Strange. But anyway, the first part of this book is great. Miller’s great at describing people, places and odd encounters with strangers. I have read a few reviews here making the complaint that this book is not really about Miller’s friend Katsimbalis, whom Miller calls ‘the colossus’, but about Miller himself, which seems to me about as silly as complaining that a singer doesn’t repeat the song’s title in the chorus. Here’s a sample of how Miller describes Katsimbalis, towards the beginning of the book:
I saw that he was made for the monologue…I like the monologue even more than the duet, when it’s good. It’s like watching a man write a book expressly for you: he writes it, reads it aloud, acts it, revises it, savors it, enjoys it, enjoys your enjoyment of it, and then tears it up and throws it to the winds…From the time he met us he was bubbling over. He was always that way, even on bad days when he complained of headache or dizziness or any of the hundred and one ailments which pestered him…Things which happened only yesterday fell into this same nostalgic done-for past. Sometimes, when he talked this way, he gave me the impression of being an enormous tortoise which had slipped out of its shell, a creature which was spending itself in a desperate struggle to get back into the shell which it had outgrown.

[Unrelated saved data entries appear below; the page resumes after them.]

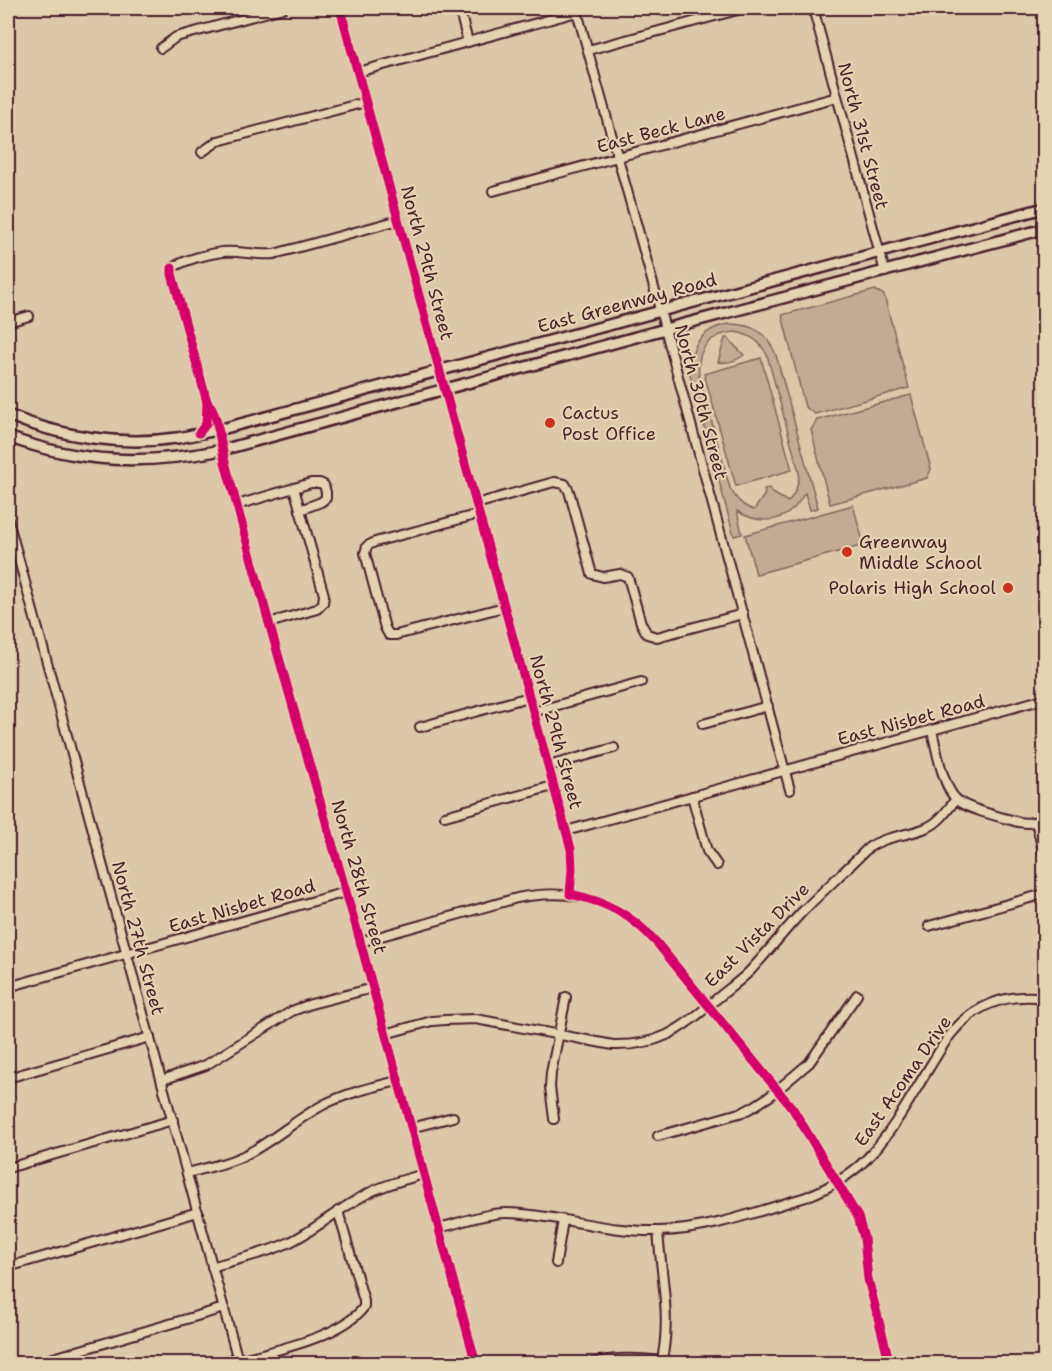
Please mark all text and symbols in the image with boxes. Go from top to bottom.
street label: North 31st Street [832,60,894,212]
street label: East Beck Lane [594,101,728,159]
street label: North 29th Street [395,183,459,343]
street label: East Greenway Road [535,268,719,338]
street label: North 30th Street [669,322,733,482]
place label: Cactus Post Office [562,401,656,446]
marker: Cactus Post Office [543,416,557,430]
place label: Greenway Middle School [859,530,983,575]
marker: Greenway Middle School [840,545,854,559]
place label: Polaris High School [828,576,997,600]
marker: Polaris High School [1001,581,1015,595]
street label: North 29th Street [524,652,588,812]
street label: East Nisbet Road [835,689,987,751]
street label: North 28th Street [326,797,393,957]
street label: North 27th Street [106,858,170,1018]
street label: East Nisbet Road [166,874,318,938]
street label: East Vista Drive [699,877,815,993]
street label: East Acoma Drive [849,1011,957,1151]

In this struggle he always made himself look grotesque and ridiculous- he did it deliberately. He would laugh at himself, in the tragic way of the buffoon…He saw the humorous aspect of everything, which is the true test of the tragic sense.
And a little later: He could galvanize the dead with his talk. He was everywhere at once…If he couldn’t dispose of a thing at once, for lack of a phrase or an image, he would spike it temporarily and move on…All this flurry and din, all these kaleidoscopic prestidigitations of his, was only a sort of wizardry which he employed to conceal the fact that he was a prisoner- that was the impression he gave me when I studied him…Nobody can explain anything which is unique. One can describe, worship and adore. And that is all I can do with Katsimbalis’ talk.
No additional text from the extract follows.